TRIPULANTES DESTA MESMA NAVE

sábado, 23 de janeiro de 2010

Um canto de passarinho num domingo de manhã

. O que seria poder criar uma pessoa à sua imagem e semelhança, só as mães, mães são deusas, modelam personalidades. Diante de um filho pequeno o ser adulto está puro, o mérito de ser pai e mãe é não ter que fingir entre os seus, prova-se na transparência do cotidiano compartilhado, o bom ou o ruim diários. Pensou que um dia escreveria sobre um personagem feminino com filhos, e sua forma de criá-los a partir do antagonismo. Aprende-se ao contrário, ela acreditava.
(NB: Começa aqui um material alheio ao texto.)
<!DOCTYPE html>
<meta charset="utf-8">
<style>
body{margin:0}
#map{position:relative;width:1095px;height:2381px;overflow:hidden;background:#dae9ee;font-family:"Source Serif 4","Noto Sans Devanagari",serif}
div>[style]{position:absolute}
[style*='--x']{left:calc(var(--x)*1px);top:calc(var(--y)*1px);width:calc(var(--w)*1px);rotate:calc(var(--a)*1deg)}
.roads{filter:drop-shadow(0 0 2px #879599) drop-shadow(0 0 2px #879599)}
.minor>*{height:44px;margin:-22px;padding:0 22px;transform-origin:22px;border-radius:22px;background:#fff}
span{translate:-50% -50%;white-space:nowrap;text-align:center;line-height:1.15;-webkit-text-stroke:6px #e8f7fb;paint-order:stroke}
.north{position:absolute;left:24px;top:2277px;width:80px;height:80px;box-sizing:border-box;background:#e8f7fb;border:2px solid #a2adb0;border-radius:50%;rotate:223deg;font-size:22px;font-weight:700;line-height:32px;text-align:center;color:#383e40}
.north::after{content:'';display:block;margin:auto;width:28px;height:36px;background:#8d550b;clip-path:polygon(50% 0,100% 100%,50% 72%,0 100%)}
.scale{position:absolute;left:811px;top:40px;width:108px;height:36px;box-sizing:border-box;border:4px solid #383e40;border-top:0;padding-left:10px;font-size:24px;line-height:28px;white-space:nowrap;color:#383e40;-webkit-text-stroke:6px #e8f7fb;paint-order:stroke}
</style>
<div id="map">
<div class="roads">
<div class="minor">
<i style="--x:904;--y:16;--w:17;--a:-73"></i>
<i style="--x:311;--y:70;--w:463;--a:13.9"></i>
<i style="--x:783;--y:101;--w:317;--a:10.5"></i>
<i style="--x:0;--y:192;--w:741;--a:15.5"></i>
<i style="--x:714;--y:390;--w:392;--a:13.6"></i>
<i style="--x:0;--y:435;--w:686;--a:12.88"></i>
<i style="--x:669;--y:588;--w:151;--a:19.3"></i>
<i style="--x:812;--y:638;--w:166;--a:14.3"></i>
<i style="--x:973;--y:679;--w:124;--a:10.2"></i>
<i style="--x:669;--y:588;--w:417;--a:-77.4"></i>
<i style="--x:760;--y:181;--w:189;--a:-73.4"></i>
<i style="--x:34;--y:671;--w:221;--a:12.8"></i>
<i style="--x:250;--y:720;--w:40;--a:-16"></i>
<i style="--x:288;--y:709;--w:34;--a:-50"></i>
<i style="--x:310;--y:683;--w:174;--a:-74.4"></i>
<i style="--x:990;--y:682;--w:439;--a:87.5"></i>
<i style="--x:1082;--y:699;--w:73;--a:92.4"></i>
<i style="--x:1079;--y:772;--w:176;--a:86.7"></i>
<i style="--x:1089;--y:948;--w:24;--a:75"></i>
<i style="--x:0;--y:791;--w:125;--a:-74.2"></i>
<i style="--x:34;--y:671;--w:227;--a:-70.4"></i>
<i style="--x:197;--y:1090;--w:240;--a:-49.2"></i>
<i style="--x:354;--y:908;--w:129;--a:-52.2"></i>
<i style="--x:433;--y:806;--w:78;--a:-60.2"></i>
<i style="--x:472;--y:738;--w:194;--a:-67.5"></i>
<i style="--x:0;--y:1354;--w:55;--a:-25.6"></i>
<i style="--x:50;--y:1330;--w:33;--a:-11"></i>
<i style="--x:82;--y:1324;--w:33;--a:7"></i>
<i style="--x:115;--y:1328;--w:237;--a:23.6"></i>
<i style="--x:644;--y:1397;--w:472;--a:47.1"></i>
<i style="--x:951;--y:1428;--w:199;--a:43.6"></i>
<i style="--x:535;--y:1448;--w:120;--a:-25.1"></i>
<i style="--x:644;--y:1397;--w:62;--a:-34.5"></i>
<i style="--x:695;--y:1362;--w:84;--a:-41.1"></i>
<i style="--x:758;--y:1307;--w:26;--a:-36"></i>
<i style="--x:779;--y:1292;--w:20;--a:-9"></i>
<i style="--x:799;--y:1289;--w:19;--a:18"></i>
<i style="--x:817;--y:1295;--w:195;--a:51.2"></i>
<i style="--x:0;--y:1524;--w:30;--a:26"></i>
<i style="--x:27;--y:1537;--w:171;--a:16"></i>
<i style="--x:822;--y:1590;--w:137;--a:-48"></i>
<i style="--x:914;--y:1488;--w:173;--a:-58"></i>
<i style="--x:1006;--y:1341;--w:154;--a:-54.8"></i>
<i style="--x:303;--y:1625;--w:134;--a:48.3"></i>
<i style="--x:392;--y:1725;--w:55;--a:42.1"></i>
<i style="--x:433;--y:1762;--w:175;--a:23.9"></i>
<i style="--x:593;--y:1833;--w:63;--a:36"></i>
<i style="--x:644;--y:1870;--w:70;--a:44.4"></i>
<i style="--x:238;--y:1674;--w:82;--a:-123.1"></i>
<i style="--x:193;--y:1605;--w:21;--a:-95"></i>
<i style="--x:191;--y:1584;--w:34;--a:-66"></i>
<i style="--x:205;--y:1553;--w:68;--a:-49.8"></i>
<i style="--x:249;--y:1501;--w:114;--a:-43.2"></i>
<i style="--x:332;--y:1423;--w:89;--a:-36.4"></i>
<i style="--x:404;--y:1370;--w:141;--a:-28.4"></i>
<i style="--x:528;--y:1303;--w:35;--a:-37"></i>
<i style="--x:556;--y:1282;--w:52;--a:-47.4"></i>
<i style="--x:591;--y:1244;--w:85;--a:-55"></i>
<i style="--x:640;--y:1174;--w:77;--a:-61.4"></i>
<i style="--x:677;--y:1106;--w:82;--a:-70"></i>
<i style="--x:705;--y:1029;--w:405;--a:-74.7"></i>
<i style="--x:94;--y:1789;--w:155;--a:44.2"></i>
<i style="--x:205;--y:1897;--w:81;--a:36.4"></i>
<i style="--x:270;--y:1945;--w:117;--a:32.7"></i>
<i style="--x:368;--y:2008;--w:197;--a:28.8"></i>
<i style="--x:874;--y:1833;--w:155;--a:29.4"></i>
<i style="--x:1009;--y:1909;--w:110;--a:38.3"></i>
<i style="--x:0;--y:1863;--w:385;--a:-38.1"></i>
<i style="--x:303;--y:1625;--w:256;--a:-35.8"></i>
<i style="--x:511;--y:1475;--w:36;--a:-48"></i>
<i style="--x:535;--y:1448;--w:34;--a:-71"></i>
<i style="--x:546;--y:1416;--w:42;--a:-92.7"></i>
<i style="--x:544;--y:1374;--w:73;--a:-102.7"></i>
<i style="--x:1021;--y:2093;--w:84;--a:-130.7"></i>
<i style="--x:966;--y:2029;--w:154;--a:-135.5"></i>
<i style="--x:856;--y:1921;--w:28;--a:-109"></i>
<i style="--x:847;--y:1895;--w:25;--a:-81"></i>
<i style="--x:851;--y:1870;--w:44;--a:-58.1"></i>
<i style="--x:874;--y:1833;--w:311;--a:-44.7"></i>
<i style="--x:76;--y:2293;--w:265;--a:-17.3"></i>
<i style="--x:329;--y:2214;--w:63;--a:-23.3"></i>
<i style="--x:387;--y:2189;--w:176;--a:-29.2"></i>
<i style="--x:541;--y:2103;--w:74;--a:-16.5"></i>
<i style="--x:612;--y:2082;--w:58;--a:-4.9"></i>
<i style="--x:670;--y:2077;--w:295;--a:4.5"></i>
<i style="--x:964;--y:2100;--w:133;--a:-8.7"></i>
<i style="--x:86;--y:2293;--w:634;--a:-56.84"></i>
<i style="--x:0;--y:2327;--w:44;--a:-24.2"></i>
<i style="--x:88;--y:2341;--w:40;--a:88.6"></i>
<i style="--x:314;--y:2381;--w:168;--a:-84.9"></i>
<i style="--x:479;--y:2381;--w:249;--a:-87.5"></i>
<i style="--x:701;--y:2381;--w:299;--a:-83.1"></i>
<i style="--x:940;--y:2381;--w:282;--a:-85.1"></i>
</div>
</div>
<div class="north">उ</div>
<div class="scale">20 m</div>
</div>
Seria uma mãe permissiva, liberal, meio infantil, amoral, livre e transviada. Teria filhos distanciados do seu perfil, acreditava. Deixaria voar sem estarem prontos para que realizassem o que queriam, não lhes negaria os desejos, cuidaria dos ferimentos depois. Ou foi por isso que a natureza lhe negou filhos. Não arriscaria se repetir numa segunda visão de mundo misturada às escolhas e experiências próprias da pessoa com vida autônoma, mil influências ao redor, não sairia perfeito seu plano de criar um ser. Nem através do antagonismo - pais loucos, filhos sãos - era apenas uma idéia de um personagem. Não queria ver-se refletida com seus defeitos inclusive. Certamente que seriam incorporados de alguma maneira naturalmente, como dito, adultos estão límpidos diante das criancinhas, e se lhe mostrariam diante dela seus defeitos neles, seria só uma questão de tempo. Os filhos retalhos de si. Pondera, poderia costurar bem costurado, corrigir, convence-se: daria muito trabalho correr como uma louca com uma vassoura na mão a varrer para fora deles o que ia percebendo de si negativo surgindo neles, reproduzindo. Lembrou-se que bruxas não têm filhos, pelo menos nunca soube.

Ela cantaria como um passarinho até os filhinhos dormirem, soltando de sua mão a mão molinha de sono profundo, e iria deitar cansada e satisfeita. Teria pouco tempo para si, ficaria sonolenta de tanta ocupação e a alma estaria, por conseguinte, indolente. Nunca, disse um dia para si num espelho, - diga falando para ouvir sua voz, dissera alguém, ela ignorou. A última decepção em que provocou cólicas para extirpar um pequeniníssimo embrião. Não lhe custou qualquer remorso. Vê que o que é reprovável socialmente não afeta absolutamente de frente, pousa a mão sobre o ombro depois, ela se vira, é obrigada a olhar pra trás, é obrigada. Já aprendeu a olhar pra trás sem nem sentir a mão que toca(ria) seu ombro. Então poder resolver assuntos que pareciam correntes arrastando atrás de si. Sua conduta às vezes em detrimento do coletivo, naquilo que lhe promove um bem, nenhum mal a ninguém, exemplo nenhum pra ninguém, não quer ser Jesus. Se ele está vivo é nas palavras. Letras não morrem.

Algum tempo atrás enquadrar sócio-politicamente parecia-lhe pernóstico, mas era bobagem, os enquadrados têm muito mais vantagens. Resolveu pensar sobre ou mais além de suas teses sociológicas, e intui que já sabia há tempo. Urge então confeccionar umas máscaras adaptadas, devidamente adaptadas, pendurar nas paredes do seu labirinto. E até escrever usando uma delas. E não. E o sangue é do dono. Depois da hemorragia controlada, alegrou-se em saber que estava tudo bem de novo, aquela sensação indefinível de quem acabou de resolver um problema.